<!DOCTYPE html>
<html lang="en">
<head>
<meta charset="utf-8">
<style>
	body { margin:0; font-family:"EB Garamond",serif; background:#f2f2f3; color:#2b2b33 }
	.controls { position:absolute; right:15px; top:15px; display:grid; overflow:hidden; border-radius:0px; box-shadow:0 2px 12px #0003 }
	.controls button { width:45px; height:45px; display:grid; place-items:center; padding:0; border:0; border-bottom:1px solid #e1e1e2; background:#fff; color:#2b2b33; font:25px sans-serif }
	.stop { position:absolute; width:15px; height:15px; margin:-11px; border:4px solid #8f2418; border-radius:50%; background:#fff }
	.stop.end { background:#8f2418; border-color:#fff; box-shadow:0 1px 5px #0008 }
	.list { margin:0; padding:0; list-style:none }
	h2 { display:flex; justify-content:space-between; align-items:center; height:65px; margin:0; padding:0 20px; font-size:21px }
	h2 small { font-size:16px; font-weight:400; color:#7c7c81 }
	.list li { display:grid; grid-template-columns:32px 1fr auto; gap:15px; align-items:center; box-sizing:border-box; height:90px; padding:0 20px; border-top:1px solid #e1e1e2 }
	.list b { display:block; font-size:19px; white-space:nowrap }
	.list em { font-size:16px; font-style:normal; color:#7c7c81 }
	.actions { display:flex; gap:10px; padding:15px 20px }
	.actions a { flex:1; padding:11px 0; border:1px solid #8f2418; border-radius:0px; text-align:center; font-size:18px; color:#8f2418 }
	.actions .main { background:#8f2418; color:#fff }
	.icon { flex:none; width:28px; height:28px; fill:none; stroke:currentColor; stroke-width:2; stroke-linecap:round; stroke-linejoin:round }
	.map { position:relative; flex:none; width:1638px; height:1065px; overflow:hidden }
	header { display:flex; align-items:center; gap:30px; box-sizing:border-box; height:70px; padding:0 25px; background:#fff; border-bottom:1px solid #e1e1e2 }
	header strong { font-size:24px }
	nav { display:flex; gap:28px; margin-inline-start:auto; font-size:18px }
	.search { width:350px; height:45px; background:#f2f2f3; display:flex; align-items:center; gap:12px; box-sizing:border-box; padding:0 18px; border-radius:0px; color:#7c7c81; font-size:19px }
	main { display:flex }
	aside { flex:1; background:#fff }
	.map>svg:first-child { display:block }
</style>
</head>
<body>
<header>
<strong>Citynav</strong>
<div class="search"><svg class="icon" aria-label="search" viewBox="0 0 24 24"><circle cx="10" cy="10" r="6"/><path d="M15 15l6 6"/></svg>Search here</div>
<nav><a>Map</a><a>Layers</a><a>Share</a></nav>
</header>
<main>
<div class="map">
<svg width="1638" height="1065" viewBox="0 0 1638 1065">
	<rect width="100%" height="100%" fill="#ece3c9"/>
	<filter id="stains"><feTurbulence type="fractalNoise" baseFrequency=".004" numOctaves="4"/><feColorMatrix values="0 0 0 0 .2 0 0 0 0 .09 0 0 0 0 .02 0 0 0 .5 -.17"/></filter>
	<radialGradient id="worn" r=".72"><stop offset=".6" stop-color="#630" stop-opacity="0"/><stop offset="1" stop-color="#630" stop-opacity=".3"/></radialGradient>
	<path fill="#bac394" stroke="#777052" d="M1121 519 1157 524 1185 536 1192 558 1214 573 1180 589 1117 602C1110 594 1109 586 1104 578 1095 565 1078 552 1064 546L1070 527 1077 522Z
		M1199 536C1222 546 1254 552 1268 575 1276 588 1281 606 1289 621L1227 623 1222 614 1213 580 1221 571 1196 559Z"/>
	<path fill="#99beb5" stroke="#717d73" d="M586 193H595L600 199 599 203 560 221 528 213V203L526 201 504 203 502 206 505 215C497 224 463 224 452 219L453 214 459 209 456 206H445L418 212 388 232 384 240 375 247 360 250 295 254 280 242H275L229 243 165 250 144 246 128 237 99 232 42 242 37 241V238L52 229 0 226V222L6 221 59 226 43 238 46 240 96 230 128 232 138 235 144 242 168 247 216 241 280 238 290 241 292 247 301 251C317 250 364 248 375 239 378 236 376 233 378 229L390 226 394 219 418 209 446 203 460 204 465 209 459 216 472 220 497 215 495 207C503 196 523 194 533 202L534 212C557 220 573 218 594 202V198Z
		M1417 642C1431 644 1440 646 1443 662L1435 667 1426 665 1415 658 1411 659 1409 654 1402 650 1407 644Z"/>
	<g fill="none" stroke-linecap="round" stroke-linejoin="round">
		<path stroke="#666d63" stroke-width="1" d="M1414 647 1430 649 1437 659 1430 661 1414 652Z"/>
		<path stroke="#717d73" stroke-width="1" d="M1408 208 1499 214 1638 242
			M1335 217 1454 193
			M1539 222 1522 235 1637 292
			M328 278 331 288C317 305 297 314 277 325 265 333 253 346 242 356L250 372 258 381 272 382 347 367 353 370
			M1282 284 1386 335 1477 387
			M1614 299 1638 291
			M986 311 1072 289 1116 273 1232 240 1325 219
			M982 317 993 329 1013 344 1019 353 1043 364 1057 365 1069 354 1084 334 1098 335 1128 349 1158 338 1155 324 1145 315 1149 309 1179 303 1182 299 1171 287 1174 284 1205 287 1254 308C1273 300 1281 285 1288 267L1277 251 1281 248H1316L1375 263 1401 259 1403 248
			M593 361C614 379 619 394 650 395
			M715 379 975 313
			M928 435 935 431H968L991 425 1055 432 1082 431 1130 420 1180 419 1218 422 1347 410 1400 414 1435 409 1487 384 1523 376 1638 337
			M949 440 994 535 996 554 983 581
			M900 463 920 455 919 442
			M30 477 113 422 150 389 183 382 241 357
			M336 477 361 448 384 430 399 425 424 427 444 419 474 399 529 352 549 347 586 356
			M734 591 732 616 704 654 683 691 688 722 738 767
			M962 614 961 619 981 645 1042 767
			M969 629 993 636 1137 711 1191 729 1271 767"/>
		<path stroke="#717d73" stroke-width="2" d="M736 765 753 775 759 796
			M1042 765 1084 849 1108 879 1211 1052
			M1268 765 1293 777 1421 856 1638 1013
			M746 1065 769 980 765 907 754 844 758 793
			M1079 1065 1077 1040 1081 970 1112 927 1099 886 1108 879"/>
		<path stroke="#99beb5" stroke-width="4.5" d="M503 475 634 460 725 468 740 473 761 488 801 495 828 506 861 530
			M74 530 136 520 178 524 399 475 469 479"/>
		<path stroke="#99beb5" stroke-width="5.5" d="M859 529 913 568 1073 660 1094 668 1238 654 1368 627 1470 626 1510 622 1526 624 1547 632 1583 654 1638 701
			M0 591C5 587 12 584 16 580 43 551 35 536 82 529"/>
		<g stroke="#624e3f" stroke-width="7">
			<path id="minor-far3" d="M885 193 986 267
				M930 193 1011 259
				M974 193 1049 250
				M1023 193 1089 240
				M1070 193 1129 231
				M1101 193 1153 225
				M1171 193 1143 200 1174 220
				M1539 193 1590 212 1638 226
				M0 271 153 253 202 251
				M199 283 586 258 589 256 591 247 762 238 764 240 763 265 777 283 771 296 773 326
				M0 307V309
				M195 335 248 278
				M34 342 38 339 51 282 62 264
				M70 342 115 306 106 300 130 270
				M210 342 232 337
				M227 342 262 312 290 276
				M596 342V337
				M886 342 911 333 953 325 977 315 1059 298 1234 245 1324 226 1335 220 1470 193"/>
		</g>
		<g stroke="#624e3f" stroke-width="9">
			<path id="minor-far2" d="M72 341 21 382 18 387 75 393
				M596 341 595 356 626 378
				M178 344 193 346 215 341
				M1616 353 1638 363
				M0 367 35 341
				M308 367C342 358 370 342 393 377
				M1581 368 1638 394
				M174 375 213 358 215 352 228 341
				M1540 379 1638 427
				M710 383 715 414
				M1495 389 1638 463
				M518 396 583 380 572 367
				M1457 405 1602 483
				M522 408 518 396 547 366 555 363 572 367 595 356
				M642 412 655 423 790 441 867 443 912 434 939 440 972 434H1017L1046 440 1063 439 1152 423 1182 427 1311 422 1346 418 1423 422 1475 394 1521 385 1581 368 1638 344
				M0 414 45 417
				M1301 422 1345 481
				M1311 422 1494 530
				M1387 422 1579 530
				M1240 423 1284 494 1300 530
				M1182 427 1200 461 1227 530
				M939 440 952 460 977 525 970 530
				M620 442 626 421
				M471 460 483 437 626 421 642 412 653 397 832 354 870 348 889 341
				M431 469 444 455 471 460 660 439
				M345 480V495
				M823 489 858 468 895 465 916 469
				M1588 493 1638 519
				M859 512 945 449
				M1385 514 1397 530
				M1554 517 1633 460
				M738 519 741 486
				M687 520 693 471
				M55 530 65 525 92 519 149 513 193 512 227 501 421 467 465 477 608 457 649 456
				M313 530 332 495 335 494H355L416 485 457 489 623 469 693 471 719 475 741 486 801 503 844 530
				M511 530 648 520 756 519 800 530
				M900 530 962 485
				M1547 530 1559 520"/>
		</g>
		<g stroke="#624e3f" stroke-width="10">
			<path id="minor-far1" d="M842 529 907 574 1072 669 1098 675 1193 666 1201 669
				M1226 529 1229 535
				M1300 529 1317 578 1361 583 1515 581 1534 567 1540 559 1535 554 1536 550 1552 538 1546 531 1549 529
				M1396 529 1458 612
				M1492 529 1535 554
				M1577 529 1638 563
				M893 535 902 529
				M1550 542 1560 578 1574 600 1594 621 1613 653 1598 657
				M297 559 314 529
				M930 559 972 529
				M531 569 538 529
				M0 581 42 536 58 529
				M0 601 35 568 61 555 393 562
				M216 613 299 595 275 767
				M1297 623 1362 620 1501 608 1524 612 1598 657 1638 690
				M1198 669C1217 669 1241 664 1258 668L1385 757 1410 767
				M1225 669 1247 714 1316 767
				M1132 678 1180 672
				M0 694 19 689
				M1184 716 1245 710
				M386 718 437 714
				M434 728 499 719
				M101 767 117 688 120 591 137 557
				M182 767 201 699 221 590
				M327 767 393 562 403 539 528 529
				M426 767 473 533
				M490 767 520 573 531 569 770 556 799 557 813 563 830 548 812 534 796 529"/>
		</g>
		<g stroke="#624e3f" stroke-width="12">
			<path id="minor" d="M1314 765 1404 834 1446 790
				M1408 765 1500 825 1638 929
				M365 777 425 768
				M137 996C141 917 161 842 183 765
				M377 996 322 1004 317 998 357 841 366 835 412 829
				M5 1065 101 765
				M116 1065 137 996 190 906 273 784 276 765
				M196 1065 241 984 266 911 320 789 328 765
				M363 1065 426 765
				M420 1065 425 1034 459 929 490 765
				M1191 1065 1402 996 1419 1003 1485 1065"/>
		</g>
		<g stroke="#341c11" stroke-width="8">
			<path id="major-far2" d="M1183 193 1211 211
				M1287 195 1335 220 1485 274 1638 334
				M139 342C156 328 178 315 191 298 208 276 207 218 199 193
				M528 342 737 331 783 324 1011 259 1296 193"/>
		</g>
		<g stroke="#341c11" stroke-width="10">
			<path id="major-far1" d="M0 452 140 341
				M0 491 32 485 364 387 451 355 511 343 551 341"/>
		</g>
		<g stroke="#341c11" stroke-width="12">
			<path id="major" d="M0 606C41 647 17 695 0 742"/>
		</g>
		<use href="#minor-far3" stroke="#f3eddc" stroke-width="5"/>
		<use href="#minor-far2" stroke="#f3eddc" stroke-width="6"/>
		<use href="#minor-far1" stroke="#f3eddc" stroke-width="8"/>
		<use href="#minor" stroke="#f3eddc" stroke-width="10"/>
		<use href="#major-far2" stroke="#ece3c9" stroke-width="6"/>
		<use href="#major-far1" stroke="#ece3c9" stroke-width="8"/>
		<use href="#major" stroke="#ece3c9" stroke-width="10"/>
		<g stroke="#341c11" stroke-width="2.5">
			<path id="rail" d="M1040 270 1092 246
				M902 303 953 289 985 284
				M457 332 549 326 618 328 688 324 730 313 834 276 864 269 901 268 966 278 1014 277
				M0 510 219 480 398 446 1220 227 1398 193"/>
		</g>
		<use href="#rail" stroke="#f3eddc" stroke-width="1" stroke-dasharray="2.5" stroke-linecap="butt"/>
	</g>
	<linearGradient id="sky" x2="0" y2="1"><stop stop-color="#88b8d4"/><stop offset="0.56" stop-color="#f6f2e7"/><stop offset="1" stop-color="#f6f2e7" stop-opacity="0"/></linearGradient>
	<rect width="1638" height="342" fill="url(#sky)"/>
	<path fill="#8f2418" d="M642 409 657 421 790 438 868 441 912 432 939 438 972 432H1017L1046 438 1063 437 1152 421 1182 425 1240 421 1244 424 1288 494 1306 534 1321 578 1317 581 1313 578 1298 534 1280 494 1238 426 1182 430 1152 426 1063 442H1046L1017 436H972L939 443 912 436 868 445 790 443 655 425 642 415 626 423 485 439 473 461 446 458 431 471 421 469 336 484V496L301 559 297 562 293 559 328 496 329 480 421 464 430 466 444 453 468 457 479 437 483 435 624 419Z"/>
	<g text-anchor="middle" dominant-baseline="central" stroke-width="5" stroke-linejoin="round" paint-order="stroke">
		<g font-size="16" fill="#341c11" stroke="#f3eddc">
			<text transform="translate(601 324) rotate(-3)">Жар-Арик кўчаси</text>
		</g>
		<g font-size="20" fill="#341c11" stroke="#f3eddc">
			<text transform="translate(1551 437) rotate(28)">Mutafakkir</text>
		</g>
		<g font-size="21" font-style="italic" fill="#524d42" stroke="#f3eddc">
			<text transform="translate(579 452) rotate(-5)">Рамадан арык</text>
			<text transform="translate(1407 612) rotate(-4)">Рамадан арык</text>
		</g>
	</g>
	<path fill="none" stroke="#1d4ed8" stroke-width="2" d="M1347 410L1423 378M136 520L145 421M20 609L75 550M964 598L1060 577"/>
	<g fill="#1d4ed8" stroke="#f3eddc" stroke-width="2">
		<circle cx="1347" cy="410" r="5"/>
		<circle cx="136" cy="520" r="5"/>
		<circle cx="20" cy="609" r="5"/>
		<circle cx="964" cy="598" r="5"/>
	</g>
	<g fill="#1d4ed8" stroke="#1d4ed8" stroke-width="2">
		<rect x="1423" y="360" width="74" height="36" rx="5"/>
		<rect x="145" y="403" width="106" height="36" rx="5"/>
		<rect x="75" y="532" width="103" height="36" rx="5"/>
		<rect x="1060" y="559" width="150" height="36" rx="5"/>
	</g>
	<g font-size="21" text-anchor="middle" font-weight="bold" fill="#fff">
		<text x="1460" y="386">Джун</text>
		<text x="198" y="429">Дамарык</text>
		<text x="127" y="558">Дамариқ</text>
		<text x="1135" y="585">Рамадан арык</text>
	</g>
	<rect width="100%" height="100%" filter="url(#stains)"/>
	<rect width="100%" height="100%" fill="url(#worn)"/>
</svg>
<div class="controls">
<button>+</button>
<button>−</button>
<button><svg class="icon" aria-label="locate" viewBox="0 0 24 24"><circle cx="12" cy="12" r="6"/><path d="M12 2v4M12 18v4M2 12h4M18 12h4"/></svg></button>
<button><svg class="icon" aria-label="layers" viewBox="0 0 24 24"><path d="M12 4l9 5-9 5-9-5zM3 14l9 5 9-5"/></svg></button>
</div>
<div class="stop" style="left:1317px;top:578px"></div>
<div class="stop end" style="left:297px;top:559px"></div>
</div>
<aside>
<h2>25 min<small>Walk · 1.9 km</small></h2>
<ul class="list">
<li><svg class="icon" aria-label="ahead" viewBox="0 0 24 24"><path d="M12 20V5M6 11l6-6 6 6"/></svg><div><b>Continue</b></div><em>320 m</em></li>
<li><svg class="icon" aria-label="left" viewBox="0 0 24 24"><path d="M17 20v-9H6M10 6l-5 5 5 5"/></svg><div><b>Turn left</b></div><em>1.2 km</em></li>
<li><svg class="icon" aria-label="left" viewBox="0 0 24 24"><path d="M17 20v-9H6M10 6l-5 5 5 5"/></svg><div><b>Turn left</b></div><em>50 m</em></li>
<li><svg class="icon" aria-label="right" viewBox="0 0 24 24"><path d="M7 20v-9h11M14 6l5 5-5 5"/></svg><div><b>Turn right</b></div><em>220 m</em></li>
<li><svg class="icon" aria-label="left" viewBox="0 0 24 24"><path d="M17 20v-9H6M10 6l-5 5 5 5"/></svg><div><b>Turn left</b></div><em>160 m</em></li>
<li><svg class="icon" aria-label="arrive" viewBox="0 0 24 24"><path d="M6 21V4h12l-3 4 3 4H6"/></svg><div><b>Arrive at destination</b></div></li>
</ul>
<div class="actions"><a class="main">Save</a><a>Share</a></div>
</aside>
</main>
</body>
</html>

....

- _TASK GOAL_
Provide solely the number of lines in the data that include the word "worn".

- _TASK RESPONSE_
2